Off The Top of My Head

There has been an odd move in video media to make things more “realistic.”  I’m not sure where this trend originated but having grown up in the 80s and 90s I find it more than a little troubling.  I have spotted a few trends that cross various kinds of media but I’ll use some specific examples to try and make the broad points.  There will be a few of these but I’ll start with one that’s been nagging me the most.  Realism in First Person Shooters.

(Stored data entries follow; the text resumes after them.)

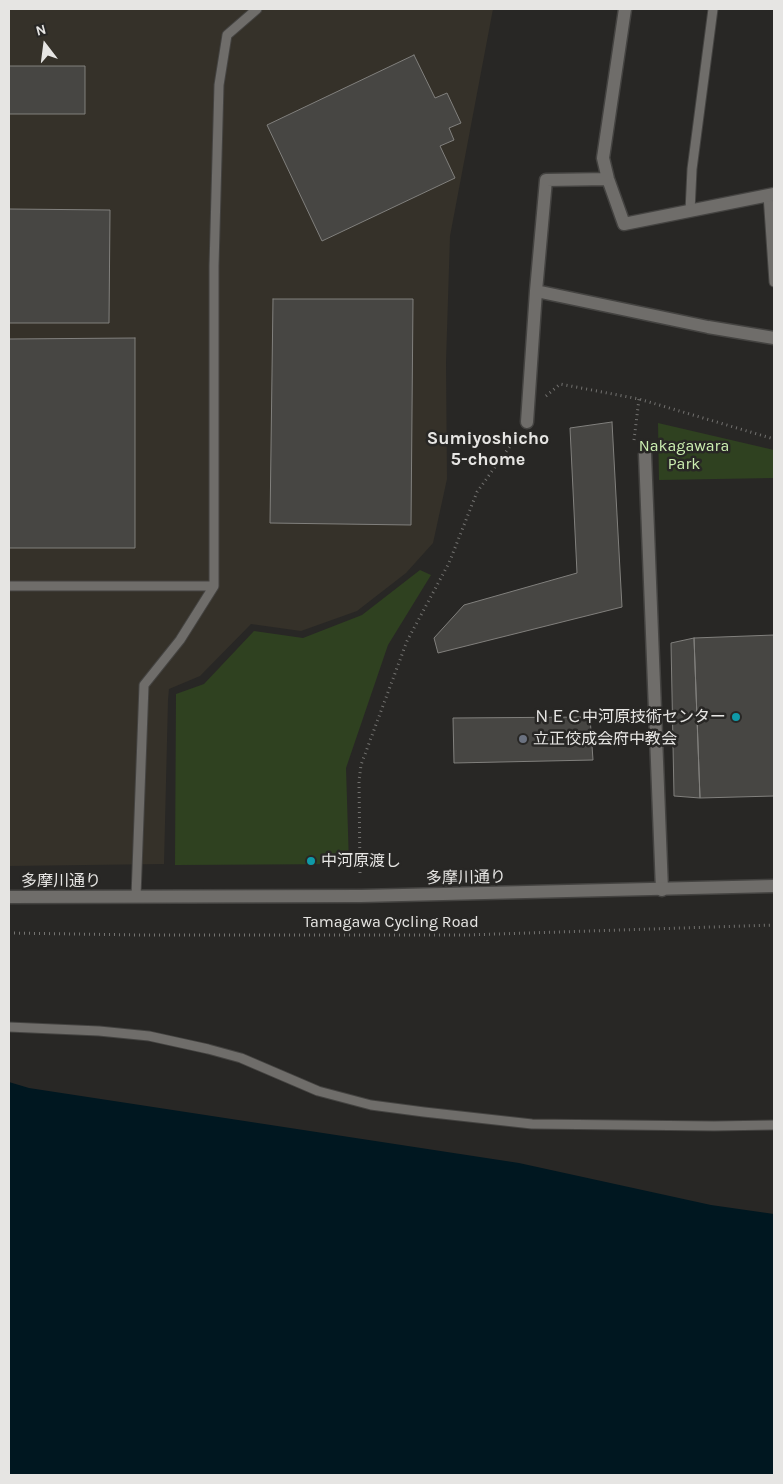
<!DOCTYPE html>
<html>
<head>
<meta charset="utf-8">
<style>
	body { margin:0 }
	#map { position:relative; width:783px; height:1484px; overflow:hidden; background:#282725; font-family:Karla,sans-serif }
	canvas { display:block }
	.frame { position:absolute; inset:0; border:10px solid #e6e5e3; pointer-events:none }
	.north { position:absolute; left:20px; top:20px; width:50px; height:50px; -webkit-text-stroke:4px #282725; paint-order:stroke; rotate:345deg; font-size:14px; font-weight:700; line-height:20px; text-align:center; color:#e6e5e3 }
	.north::after { content:''; display:block; margin:auto; width:18px; height:22px; background:#e6e5e3; clip-path:polygon(50% 0,100% 100%,50% 72%,0 100%) }
</style>
</head>
<body>
<div id="map">
<canvas width="783" height="1484"></canvas>
<div class="frame"></div>
<div class="north">N</div>
</div>
<script>
const g = document.querySelector('canvas').getContext('2d');
g.lineJoin = 'round';
function fill(path, color) {
  g.fillStyle = color;
  g.fill(path, 'evenodd');
}
function toPath(rows) {
  const path = new Path2D();
  for (const r of rows) {
    path.moveTo(r[0], r[1]);
    for (let i = 2; i < r.length; i += 2) path.lineTo(r[i], r[i + 1]);
  }
  return path;
}
function stroke(path, color, width, dash) {
  g.strokeStyle = color;
  g.lineWidth = width;
  g.lineCap = dash ? 'butt' : 'round';
  g.setLineDash(dash || []);
  g.stroke(path);
}
function write(font, color, halo, rows, align = 'center') {
  g.font = font + ' Karla,"Noto Sans JP",sans-serif';
  g.lineWidth = 5;
  g.setLineDash([]);
  g.textBaseline = 'middle';
  g.strokeStyle = halo;
  g.fillStyle = color;
  for (const [text, x, y, turn = 0] of rows) {
    g.save();
    g.translate(x, y);
    g.rotate((+turn || 0) * Math.PI / 180);
    g.textAlign = isNaN(turn) ? turn : align;
    if (halo) g.strokeText(text, 0, 0);
    g.fillText(text, 0, 0);
    g.restore();
  }
}
fill(toPath([
	[9,9,493,9,450,236,446,362,447,479,433,543,406,573,357,611,301,631,251,624,200,676,169,689,168,700,164,864,9,866]
]), '#353129');
fill(toPath([
	[658,423,774,450,774,478,659,480],
	[420,570,431,575,388,645,346,768,349,864,175,865,176,694,204,684,254,631,303,638,362,615]
]), '#2f4120');
fill(toPath([
	[9,1082,29,1088,519,1163,711,1205,774,1214,774,1475,9,1475]
]), '#001720');
const building = toPath([
	[414,55,435,98,447,93,461,123,449,128,454,140,440,146,455,178,322,241,267,125,414,55],
	[9,66,85,66,85,114,9,114,9,66],
	[9,209,110,210,109,323,9,323,9,209],
	[273,299,413,299,411,525,270,523,273,299],
	[135,338,135,548,9,548,9,339,135,338],
	[612,422,622,607,438,653,434,638,464,605,577,573,570,428,612,422],
	[774,635,774,796,700,798,694,638,774,635],
	[694,638,700,798,674,796,671,643,694,638],
	[590,717,593,760,454,763,453,718,590,717]
]);
fill(building, '#474643');
stroke(building, '#81807d', 1);
const service = toPath([
	[768,195,774,282],
	[690,211,692,169,713,9],
	[9,586,214,586],
	[136,896,144,685,180,640,214,586,214,266,219,85,227,35,257,9],
	[9,1027,99,1031,149,1036,208,1049,241,1058,318,1091,371,1105,424,1112,532,1124,714,1126,774,1125]
]);
const minor = toPath([
	[625,9,603,158,608,179,624,224,774,194],
	[536,291,708,327,774,338],
	[527,422,536,291,546,180,608,179],
	[645,454,662,890]
]);
const tertiary = toPath([
	[9,897,361,896,774,886]
]);
stroke(service, '#444341', 11);
stroke(minor, '#444341', 15);
stroke(tertiary, '#444341', 15);
stroke(toPath([
	[546,396,560,384,639,399,774,439],
	[634,440,639,399],
	[360,873,359,781,361,765,407,641,449,563,477,492,518,435],
	[9,933,140,935,467,935,774,925]
]), '#737270', 3, [1, 4]);
stroke(service, '#6f6d6a', 9);
stroke(minor, '#6f6d6a', 12);
stroke(tertiary, '#6f6d6a', 12);
for (const [x, y, r, color] of [
	[736,717,5,"#0f9aa8"],
	[523,739,5,"#6b7280"],
	[311,861,5,"#0f9aa8"]
]) {
  const dot = new Path2D();
  dot.arc(x, y, r, 0, 2 * Math.PI);
  g.fillStyle = color;
  g.fill(dot);
  stroke(dot, '#282725', 2);
}
write('16px', '#cbeeb0', '#282725', [
	["Nakagawara",684,446],
	["Park",684,464]
]);
write('16px', '#e6e5e3', '#282725', [
	["ＮＥＣ中河原技術センター",726,717,"right"],
	["立正佼成会府中教会",533,739],
	["中河原渡し",321,861]
], 'left');
write('16px', '#e6e5e3', '#282725', [
	["多摩川通り",466,878,-1],
	["多摩川通り",61,881],
	["Tamagawa Cycling Road",391,922]
]);
write('bold 18px', '#e6e5e3', '#282725', [
	["Sumiyoshicho",488,439],
	["5-chome",488,460]
]);
</script>
</body>
</html>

DOOM.  Yes.  When I think 1st person shooters I still think of Doom.  In Doom you could about 8 weapons, you moved like you were wearing roller skates on a conveyor belt, and the rocket launcher fired out of the middle of your character’s chest.  But while playing Doom I don’t recall ever thinking, “You know what this game needs?  More realism.”  If I played Doom II and I could only carry a shotgun and a plasma rifle I’d be pretty pissed…  Likewise, to heal yourself all you have to do is run over various sizes of health power ups.  I’m not sure how much the game would have been improved by making me stop and actually treat my wounds realistically.

Yep firing a rocket out of the middle of my chest. What?

Fast forward to the modern FPS.  You are usually restricted to carrying a limited number of weapons, running makes the camera (and I use the word CAMERA) bob around like mad and healing somehow takes place just by hiding and not taking damage for a while.  It’s like people forgot how to video game…  All of this was done in the name of realism. Without getting into the fact that for some reason hiding behind a building and breathing until you regain color to the screen is a more realistic way of healing gunshot wounds than running over health packs, why did the industry feel this was necessary?  How does limiting the number of weapons I can carry improve the gaming experience?  How does making the movement look more like “actual” movement help the game play?  I never thought the movement in Doom, or even Wolfenstein, felt bad.  It felt like a video game and since that’s what I was playing it was a-ok.

The addition of seeing a characters hands filling part of the screen has greatly improved my gaming experience. Having NPCs do all the work helps too.

Even stranger is the idea that you can make something like this realistic, but not too realistic as that would be crazy.  How about one-hit kills?  I don’t know too many guys who can take a half dozen gunhits before crouching behind a wall and shaking it off.  How about completely limited ammo?  You have your primary weapon and a couple reloads.  Your secondary weapon and a couple of reloads.  You can’t interchange ammo and when you run out you’re SOL unless a realistic supply depot is nearby.  Or powder burns.  Or misfires.  We don’t see our characters eat very often.  Or go to the bathroom.  (unless it’s the Sims) but no one is clamoring for those additions.  Of course no one really clamored for the others either.

To me an FPS is essentially watching a wheeled humanoid, nearly impervious to wounds, with a Go-Pro on its head and a weapon for its right arm navigate an environment, shoot the other humanoids and make them dead.  There’s no adding realism to that really…  Or if realism MUST be added it shouldn’t be done so at the cost of fun.  I can’t remember having fun with an FPS made after 2006.  Of course the new generation of Modern Military Shooter fans will rend their garments and tell me why Call of Duty is far superior to Quake; and just looking at the shiny their case looks sound.  But when it comes to fun there’s no competition.  Give me the brown castles and 2D sprite enemies of Quake any day…  At least its level of “realism” makes sense!